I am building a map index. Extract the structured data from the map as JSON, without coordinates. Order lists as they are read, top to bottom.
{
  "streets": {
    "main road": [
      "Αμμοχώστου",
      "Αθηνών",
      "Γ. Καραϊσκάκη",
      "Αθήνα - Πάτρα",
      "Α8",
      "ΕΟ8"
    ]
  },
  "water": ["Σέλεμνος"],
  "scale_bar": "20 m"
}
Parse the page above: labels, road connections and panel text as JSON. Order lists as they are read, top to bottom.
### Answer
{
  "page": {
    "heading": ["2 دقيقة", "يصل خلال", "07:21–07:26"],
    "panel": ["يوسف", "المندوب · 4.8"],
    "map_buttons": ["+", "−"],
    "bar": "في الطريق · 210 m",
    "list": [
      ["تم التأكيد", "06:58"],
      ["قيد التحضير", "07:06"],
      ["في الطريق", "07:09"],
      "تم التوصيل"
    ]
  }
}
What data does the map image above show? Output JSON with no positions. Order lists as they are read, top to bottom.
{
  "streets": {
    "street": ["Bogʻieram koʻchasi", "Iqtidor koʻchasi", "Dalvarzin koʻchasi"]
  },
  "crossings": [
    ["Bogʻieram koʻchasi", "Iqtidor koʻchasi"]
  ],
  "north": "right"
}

★ ★ ★ ★ ★ ★ ★

**Work to complete:**
Your reply should be the lines from the one that contains "What data does" through the end of the listing above, repeated exactly.

**Solution:**
What data does the map image above show? Output JSON with no positions. Order lists as they are read, top to bottom.
{
  "streets": {
    "street": ["Bogʻieram koʻchasi", "Iqtidor koʻchasi", "Dalvarzin koʻchasi"]
  },
  "crossings": [
    ["Bogʻieram koʻchasi", "Iqtidor koʻchasi"]
  ],
  "north": "right"
}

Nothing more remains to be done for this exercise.